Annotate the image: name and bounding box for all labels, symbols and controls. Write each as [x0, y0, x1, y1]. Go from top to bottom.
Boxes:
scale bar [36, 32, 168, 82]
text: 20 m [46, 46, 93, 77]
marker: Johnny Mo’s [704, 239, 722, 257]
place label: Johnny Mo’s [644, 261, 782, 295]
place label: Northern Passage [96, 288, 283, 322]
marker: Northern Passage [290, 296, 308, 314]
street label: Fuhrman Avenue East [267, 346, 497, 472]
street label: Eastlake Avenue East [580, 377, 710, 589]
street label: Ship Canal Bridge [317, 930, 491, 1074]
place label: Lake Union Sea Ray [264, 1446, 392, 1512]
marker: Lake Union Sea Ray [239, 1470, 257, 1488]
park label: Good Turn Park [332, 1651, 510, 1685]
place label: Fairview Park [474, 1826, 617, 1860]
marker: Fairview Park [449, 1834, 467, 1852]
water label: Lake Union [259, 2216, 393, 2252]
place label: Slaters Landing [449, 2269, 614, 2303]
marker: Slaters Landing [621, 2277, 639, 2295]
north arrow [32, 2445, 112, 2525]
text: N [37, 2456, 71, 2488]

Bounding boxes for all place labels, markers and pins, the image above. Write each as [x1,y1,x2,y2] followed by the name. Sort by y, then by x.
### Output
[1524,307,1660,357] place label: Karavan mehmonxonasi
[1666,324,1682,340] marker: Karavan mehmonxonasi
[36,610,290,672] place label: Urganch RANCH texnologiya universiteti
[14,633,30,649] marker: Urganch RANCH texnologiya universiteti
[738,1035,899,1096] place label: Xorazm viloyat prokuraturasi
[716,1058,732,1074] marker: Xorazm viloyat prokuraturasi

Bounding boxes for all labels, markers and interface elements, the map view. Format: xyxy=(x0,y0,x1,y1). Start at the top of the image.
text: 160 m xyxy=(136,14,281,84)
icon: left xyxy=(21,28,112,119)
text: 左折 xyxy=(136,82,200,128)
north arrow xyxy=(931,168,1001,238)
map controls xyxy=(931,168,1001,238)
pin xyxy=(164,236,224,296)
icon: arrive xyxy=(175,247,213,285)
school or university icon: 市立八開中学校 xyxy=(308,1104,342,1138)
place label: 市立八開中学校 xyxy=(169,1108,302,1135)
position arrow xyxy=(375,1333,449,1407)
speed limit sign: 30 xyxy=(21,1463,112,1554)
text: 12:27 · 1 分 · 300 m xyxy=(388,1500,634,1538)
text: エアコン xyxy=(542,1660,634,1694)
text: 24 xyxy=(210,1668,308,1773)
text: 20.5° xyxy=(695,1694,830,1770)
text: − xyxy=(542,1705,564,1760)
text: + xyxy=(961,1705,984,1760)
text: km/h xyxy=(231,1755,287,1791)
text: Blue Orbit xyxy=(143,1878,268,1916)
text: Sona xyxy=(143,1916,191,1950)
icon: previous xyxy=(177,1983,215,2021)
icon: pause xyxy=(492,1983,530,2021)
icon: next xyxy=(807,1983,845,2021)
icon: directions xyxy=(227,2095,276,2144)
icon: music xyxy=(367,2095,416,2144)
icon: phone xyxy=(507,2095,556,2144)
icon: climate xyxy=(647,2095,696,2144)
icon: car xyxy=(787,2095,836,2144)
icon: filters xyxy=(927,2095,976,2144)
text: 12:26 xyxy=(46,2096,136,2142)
____________
WORK ORDER:
Reproduce verbatim the range of lines that opens the records and closes with the line containing "Bounding boxes for all place". Omit everything after it.

EXERCISE SOLUTION:
Annotate the image: name and bounding box for all labels, symbols and controls. Write each as [x0, y0, x1, y1]. Go from top to bottom.
Boxes:
scale bar [36, 32, 168, 82]
text: 20 m [46, 46, 93, 77]
marker: Johnny Mo’s [704, 239, 722, 257]
place label: Johnny Mo’s [644, 261, 782, 295]
place label: Northern Passage [96, 288, 283, 322]
marker: Northern Passage [290, 296, 308, 314]
street label: Fuhrman Avenue East [267, 346, 497, 472]
street label: Eastlake Avenue East [580, 377, 710, 589]
street label: Ship Canal Bridge [317, 930, 491, 1074]
place label: Lake Union Sea Ray [264, 1446, 392, 1512]
marker: Lake Union Sea Ray [239, 1470, 257, 1488]
park label: Good Turn Park [332, 1651, 510, 1685]
place label: Fairview Park [474, 1826, 617, 1860]
marker: Fairview Park [449, 1834, 467, 1852]
water label: Lake Union [259, 2216, 393, 2252]
place label: Slaters Landing [449, 2269, 614, 2303]
marker: Slaters Landing [621, 2277, 639, 2295]
north arrow [32, 2445, 112, 2525]
text: N [37, 2456, 71, 2488]

Bounding boxes for all place labels, markers and pins, the image above. Write each as [x1,y1,x2,y2] followed by the name. Sort by y, then by x.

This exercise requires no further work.